El Ártico se calienta rápidamente, el hielo marino se reduce precipitadamente

Polar bears with cubs © WWF
Las temperaturas han aumentado rápidamente en el Ártico desde finales de los años 70 y el récord se registró en 2011 (Figura 52). El calentamiento está conduciendo a un descenso precipitado del hielo marino ártico, que alcanzó su segunda menor extensión registrada por satélite en septiembre de 2011, muy cerca del récord establecido en 2007. Al mismo tiempo, el volumen de hielo marino ártico cayó en 2011 hasta su nivel más bajo registrado.

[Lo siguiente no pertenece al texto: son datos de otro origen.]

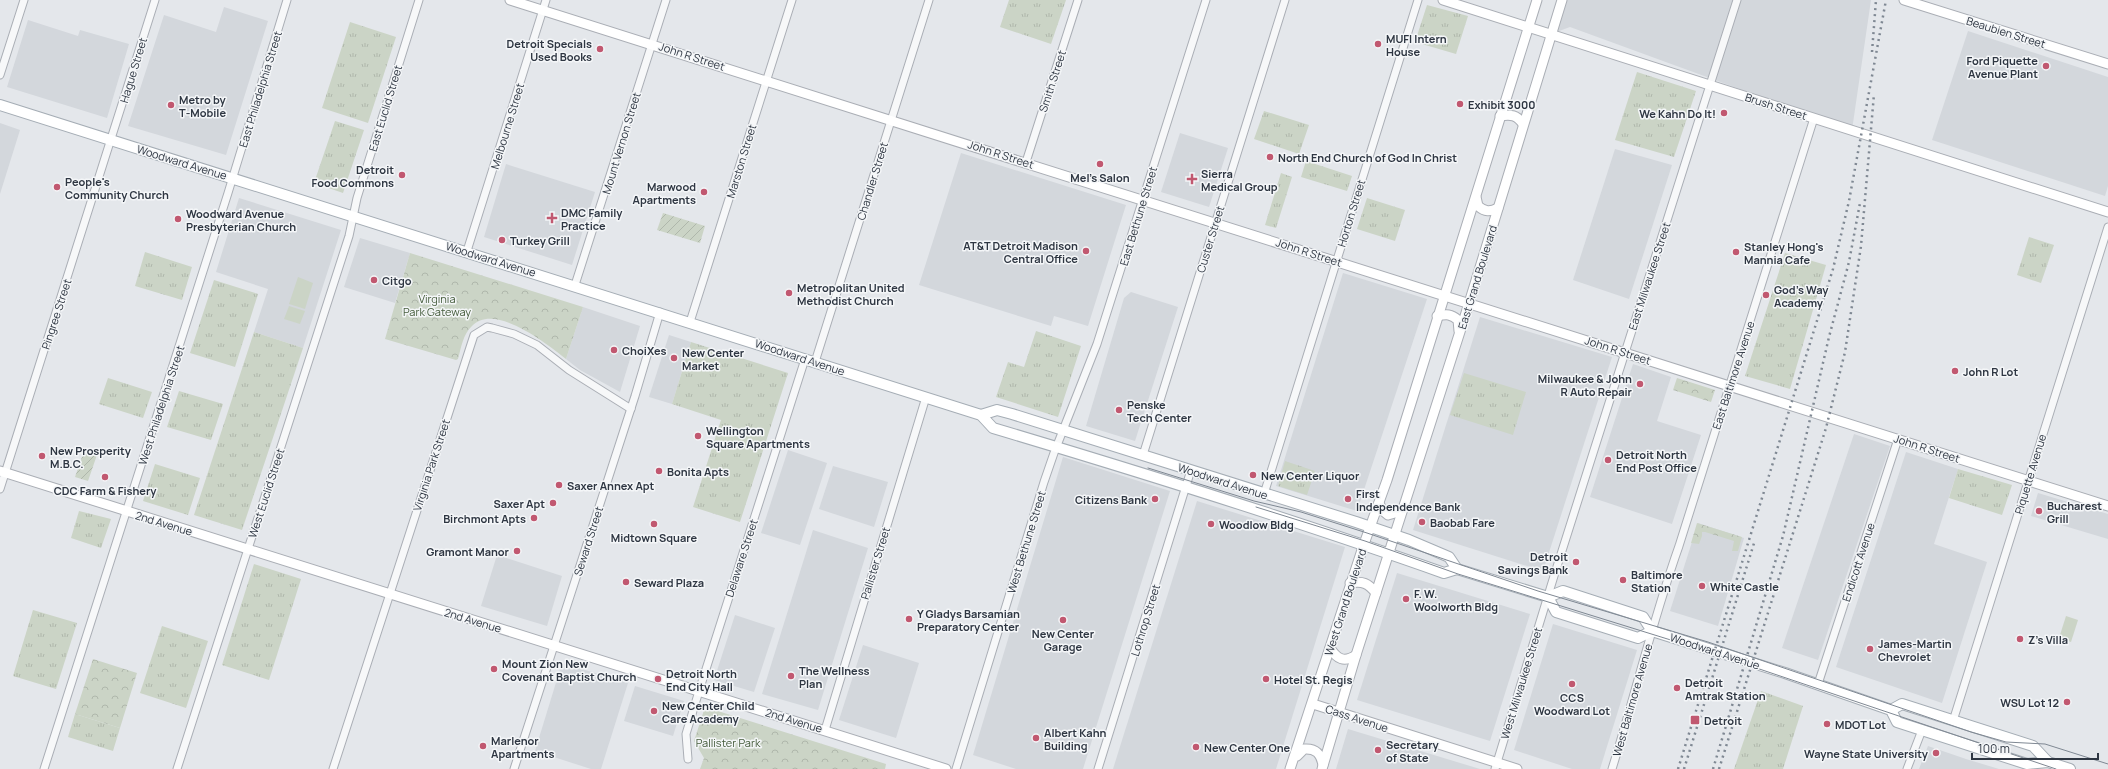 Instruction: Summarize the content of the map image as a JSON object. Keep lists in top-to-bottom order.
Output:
{
  "streets": {
    "main road": ["Woodward Avenue"],
    "street": [
      "Beaubien Street",
      "John R Street",
      "Hague Street",
      "Smith Street",
      "East Philadelphia Street",
      "Brush Street",
      "East Euclid Street",
      "Melbourne Street",
      "Mount Vernon Street",
      "Marston Street",
      "Chandler Street",
      "Horton Street",
      "East Bethune Street",
      "Custer Street",
      "East Milwaukee Street",
      "East Grand Boulevard",
      "Pingree Street",
      "East Baltimore Avenue",
      "West Philadelphia Street",
      "Virginia Park Street",
      "Piquette Avenue",
      "West Euclid Street",
      "2nd Avenue",
      "Seward Street",
      "West Bethune Street",
      "Delaware Street",
      "Endicott Avenue",
      "Pallister Street",
      "West Grand Boulevard",
      "Lothrop Street",
      "West Milwaukee Street",
      "West Baltimore Avenue",
      "Cass Avenue"
    ]
  },
  "crossings": [
    ["John R Street", "Smith Street"],
    ["John R Street", "Melbourne Street"],
    ["John R Street", "Mount Vernon Street"],
    ["John R Street", "Marston Street"],
    ["John R Street", "Chandler Street"],
    ["John R Street", "Horton Street"],
    ["John R Street", "East Bethune Street"],
    ["John R Street", "Custer Street"],
    ["John R Street", "East Milwaukee Street"],
    ["John R Street", "East Grand Boulevard"],
    ["John R Street", "East Baltimore Avenue"],
    ["John R Street", "Piquette Avenue"],
    ["John R Street", "Endicott Avenue"],
    ["Hague Street", "Woodward Avenue"],
    ["Hague Street", "Pingree Street"],
    ["East Philadelphia Street", "Woodward Avenue"],
    ["East Philadelphia Street", "West Philadelphia Street"],
    ["Brush Street", "East Milwaukee Street"],
    ["Brush Street", "East Grand Boulevard"],
    ["Brush Street", "East Baltimore Avenue"],
    ["East Euclid Street", "Woodward Avenue"],
    ["East Euclid Street", "West Euclid Street"],
    ["Melbourne Street", "Woodward Avenue"],
    ["Mount Vernon Street", "Woodward Avenue"],
    ["Marston Street", "Woodward Avenue"],
    ["Woodward Avenue", "Chandler Street"],
    ["Woodward Avenue", "Horton Street"],
    ["Woodward Avenue", "East Bethune Street"],
    ["Woodward Avenue", "Custer Street"],
    ["Woodward Avenue", "East Milwaukee Street"],
    ["Woodward Avenue", "East Grand Boulevard"],
    ["Woodward Avenue", "Pingree Street"],
    ["Woodward Avenue", "East Baltimore Avenue"],
    ["Woodward Avenue", "West Philadelphia Street"],
    ["Woodward Avenue", "Piquette Avenue"],
    ["Woodward Avenue", "West Euclid Street"],
    ["Woodward Avenue", "Seward Street"],
    ["Woodward Avenue", "West Bethune Street"],
    ["Woodward Avenue", "Delaware Street"],
    ["Woodward Avenue", "Endicott Avenue"],
    ["Woodward Avenue", "Pallister Street"],
    ["Woodward Avenue", "West Grand Boulevard"],
    ["Woodward Avenue", "Lothrop Street"],
    ["Woodward Avenue", "West Milwaukee Street"],
    ["Woodward Avenue", "West Baltimore Avenue"],
    ["East Bethune Street", "West Bethune Street"],
    ["East Milwaukee Street", "West Milwaukee Street"],
    ["Pingree Street", "2nd Avenue"],
    ["East Baltimore Avenue", "West Baltimore Avenue"],
    ["West Philadelphia Street", "2nd Avenue"],
    ["Virginia Park Street", "2nd Avenue"],
    ["Virginia Park Street", "Seward Street"],
    ["West Euclid Street", "2nd Avenue"],
    ["2nd Avenue", "Seward Street"],
    ["2nd Avenue", "Delaware Street"],
    ["2nd Avenue", "Pallister Street"],
    ["West Grand Boulevard", "Cass Avenue"],
    ["West Milwaukee Street", "Cass Avenue"]
  ],
  "parks": ["Virginia Park Gateway", "Pallister Park"],
  "places": {
    "other": [
      "MUFI Intern House",
      "Detroit Specials Used Books",
      "Ford Piquette Avenue Plant",
      "Exhibit 3000",
      "Metro by T-Mobile",
      "We Kahn Do It!",
      "North End Church of God In Christ",
      "Mel's Salon",
      "Detroit Food Commons",
      "People's Community Church",
      "Marwood Apartments",
      "Woodward Avenue Presbyterian Church",
      "Turkey Grill",
      "AT&T Detroit Madison Central Office",
      "Stanley Hong's Mannia Cafe",
      "Citgo",
      "Metropolitan United Methodist Church",
      "God's Way Academy",
      "ChoiXes",
      "New Center Market",
      "John R Lot",
      "Milwaukee & John R Auto Repair",
      "Penske Tech Center",
      "Wellington Square Apartments",
      "New Prosperity M.B.C.",
      "Detroit North End Post Office",
      "Bonita Apts",
      "New Center Liquor",
      "CDC Farm & Fishery",
      "Saxer Annex Apt",
      "Citizens Bank",
      "First Independence Bank",
      "Saxer Apt",
      "Bucharest Grill",
      "Birchmont Apts",
      "Baobab Fare",
      "Midtown Square",
      "Woodlow Bldg",
      "Gramont Manor",
      "Detroit Savings Bank",
      "Baltimore Station",
      "Seward Plaza",
      "White Castle",
      "F. W. Woolworth Bldg",
      "Y Gladys Barsamian Preparatory Center",
      "New Center Garage",
      "Z's Villa",
      "James-Martin Chevrolet",
      "Mount Zion New Covenant Baptist Church",
      "The Wellness Plan",
      "Detroit North End City Hall",
      "Hotel St. Regis",
      "CCS Woodward Lot",
      "Detroit Amtrak Station",
      "WSU Lot 12",
      "New Center Child Care Academy",
      "MDOT Lot",
      "Albert Kahn Building",
      "Marlenor Apartments",
      "New Center One",
      "Secretary of State",
      "Wayne State University"
    ],
    "health": ["Sierra Medical Group", "DMC Family Practice"],
    "transit": ["Detroit"]
  },
  "scale_bar": "100 m"
} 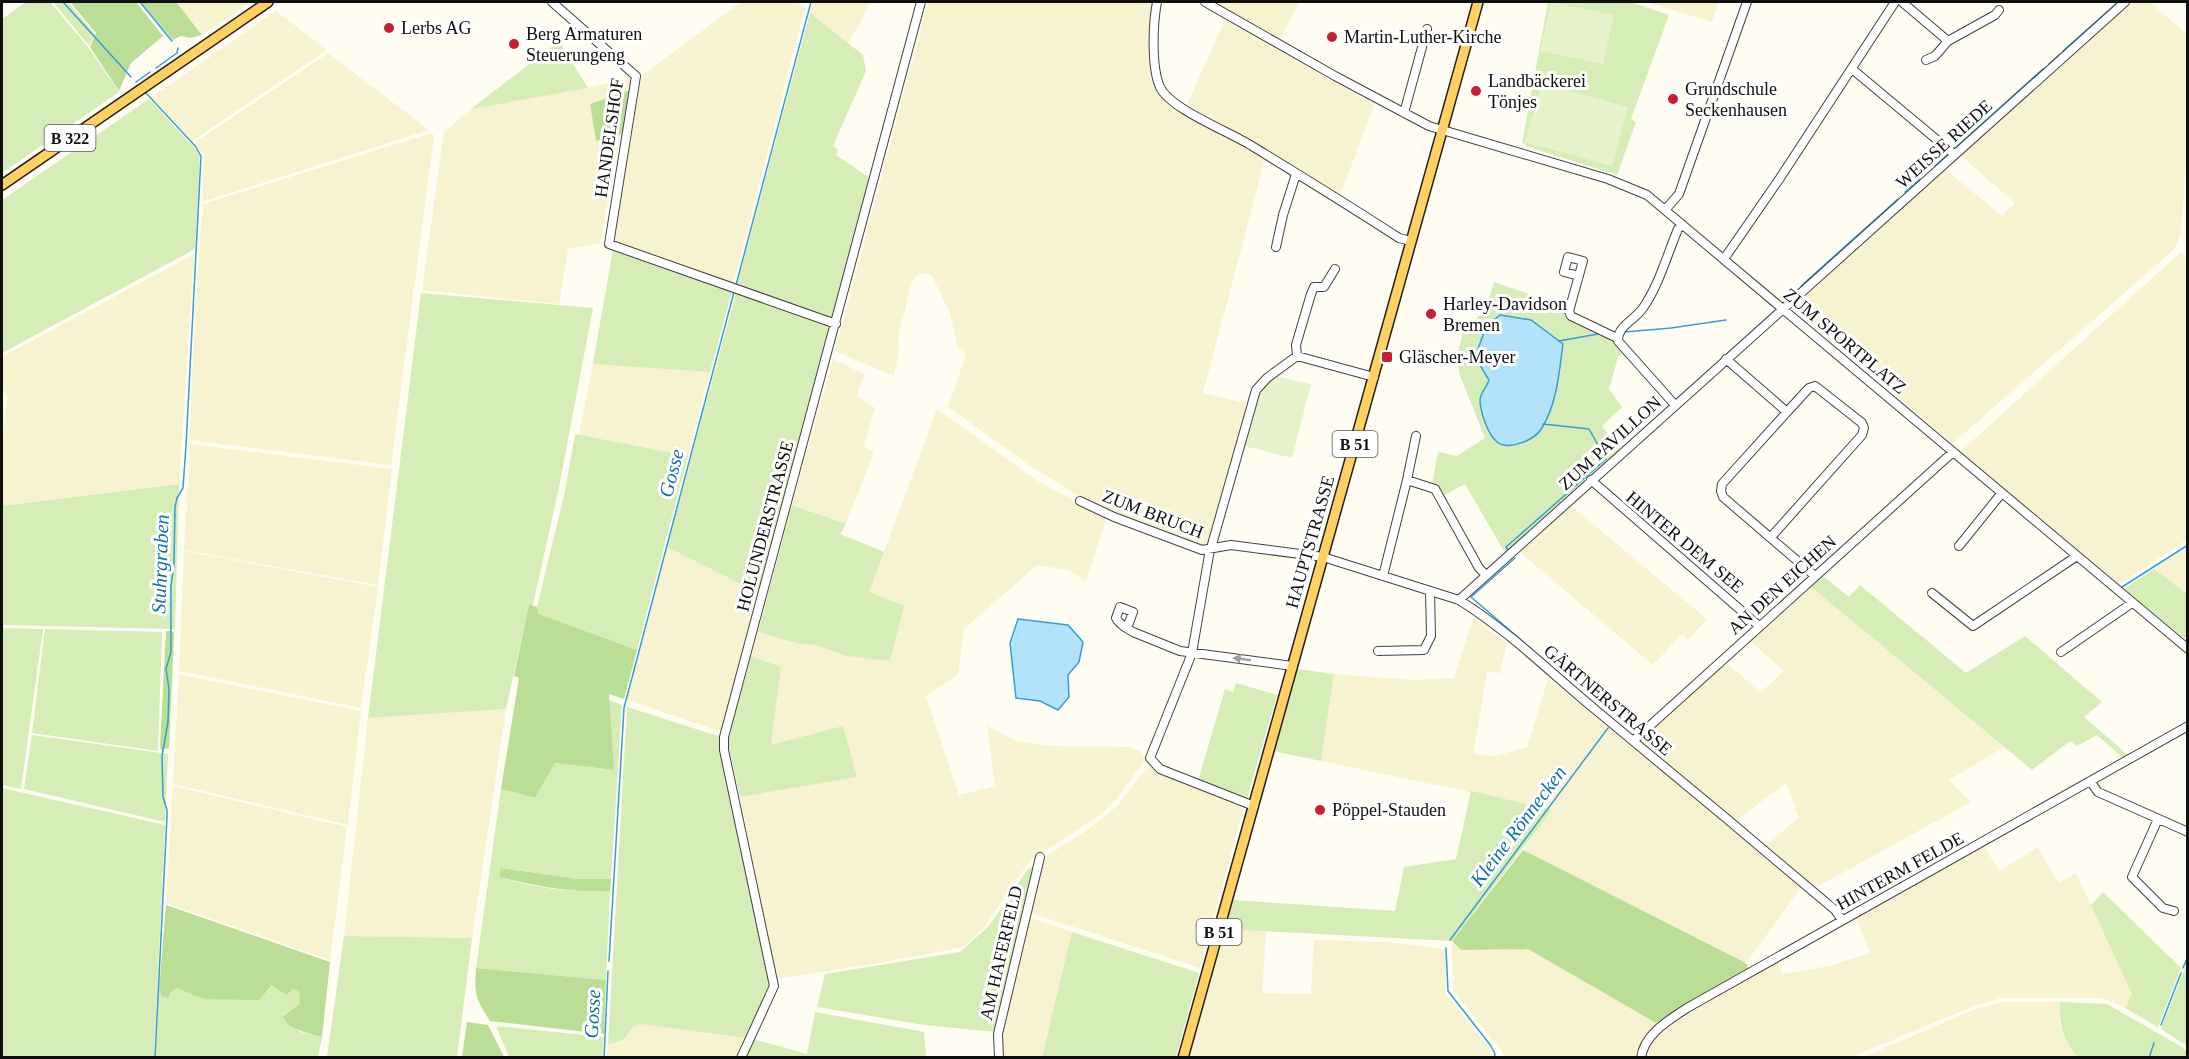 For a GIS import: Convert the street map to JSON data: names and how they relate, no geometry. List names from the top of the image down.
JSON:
{
  "streets": {
    "main road": ["B 322", "B 51", "HAUPTSTRASSE"],
    "street": [
      "HANDELSHOF",
      "WEISSE RIEDE",
      "ZUM SPORTPLATZ",
      "ZUM PAVILLON",
      "ZUM BRUCH",
      "HOLUNDERSTRASSE",
      "HINTER DEM SEE",
      "AN DEN EICHEN",
      "GÄRTNERSTRASSE",
      "HINTERM FELDE",
      "AM HAFERFELD"
    ]
  },
  "crossings": [
    ["HANDELSHOF", "HOLUNDERSTRASSE"],
    ["WEISSE RIEDE", "ZUM SPORTPLATZ"],
    ["WEISSE RIEDE", "ZUM PAVILLON"],
    ["ZUM SPORTPLATZ", "ZUM PAVILLON"],
    ["ZUM SPORTPLATZ", "HAUPTSTRASSE"],
    ["ZUM SPORTPLATZ", "AN DEN EICHEN"],
    ["ZUM PAVILLON", "HINTER DEM SEE"],
    ["ZUM PAVILLON", "GÄRTNERSTRASSE"],
    ["ZUM BRUCH", "HAUPTSTRASSE"],
    ["ZUM BRUCH", "GÄRTNERSTRASSE"],
    ["HAUPTSTRASSE", "GÄRTNERSTRASSE"],
    ["HINTER DEM SEE", "AN DEN EICHEN"],
    ["AN DEN EICHEN", "GÄRTNERSTRASSE"],
    ["GÄRTNERSTRASSE", "HINTERM FELDE"]
  ],
  "water": ["Gosse", "Stuhrgraben", "Kleine Rönnecken"],
  "places": {
    "other": [
      "Lerbs AG",
      "Martin-Luther-Kirche",
      "Berg Armaturen Steuerungeng",
      "Landbäckerei Tönjes",
      "Grundschule Seckenhausen",
      "Harley-Davidson Bremen",
      "Pöppel-Stauden"
    ],
    "transit": ["Gläscher-Meyer"]
  }
} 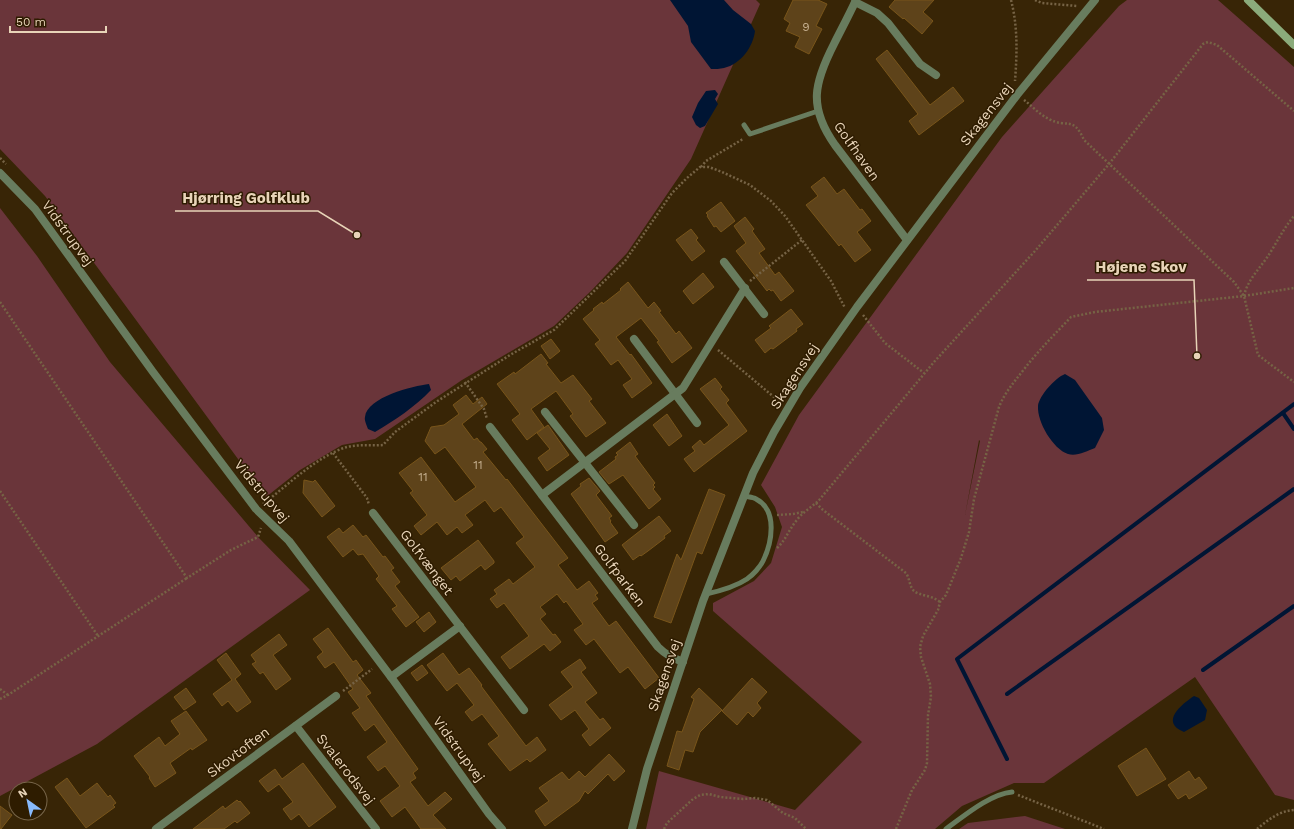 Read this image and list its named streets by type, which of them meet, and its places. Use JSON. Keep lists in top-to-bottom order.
{
  "streets": {
    "street": [
      "Skagensvej",
      "Golfhaven",
      "Vidstrupvej",
      "Golfvænget",
      "Golfparken",
      "Skovtoften",
      "Svalerodsvej"
    ]
  },
  "crossings": [
    ["Skagensvej", "Golfhaven"],
    ["Skagensvej", "Golfparken"],
    ["Skovtoften", "Svalerodsvej"]
  ],
  "places": ["Hjørring Golfklub", "Højene Skov"],
  "house_numbers": ["9", "11", "11"],
  "scale_bar": "50 m",
  "north": "top left"
}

Esta disminución no tiene precedentes en los últimos 1.450 años (Kinnard et al., 2011). El rápido descenso del hielo marino ha afectado negativamente a la gente que vive y trabaja en el Ártico, así como a su fauna salvaje, incluyendo osos polares y morsas. Este hecho, combinado con el aumento de la temperatura de la superficie marina, está afectando también a los patrones meteorológicos desde el Ártico hasta latitudes medias (USGCRP, 2009; Jaiser et al., 2012). 

Sequías extremas en el Amazonas

Jaguar in a tree, The Amazon Forest, Brazil. © WWF
En 2009 WWF identificó la probabilidad de sequías extremas más frecuentes en el Amazonas y el marchitamiento asociado de los bosques tropicales como uno de los “puntos críticos” de las próximas décadas debido al cambio climático, con “impactos significativos en la primera mitad de este siglo” (Lenton et al., 2009). Al año siguiente, en 2010, otra sequía extraordinaria afectó a la región incluso con una mayor cantidad de emisiones, estimadas entre 1,2 y 3,4 Gt de carbono. “Las dos últimas sequías del Amazonas evidencian un mecanismo por el que los bosques tropicales vírgenes que quedan en Sudamérica pueden pasar de amortiguar el aumento de dióxido de carbono atmosférico a acelerarlo”, declararon los investigadores en la revista Science del 4 de febrero de 2011. “Si prosiguen los periodos de sequía, la era en la que los bosques amazónicos amortiguan el aumento del dióxido de carbono atmosférico puede haber terminado” (Lewis et al., 2011).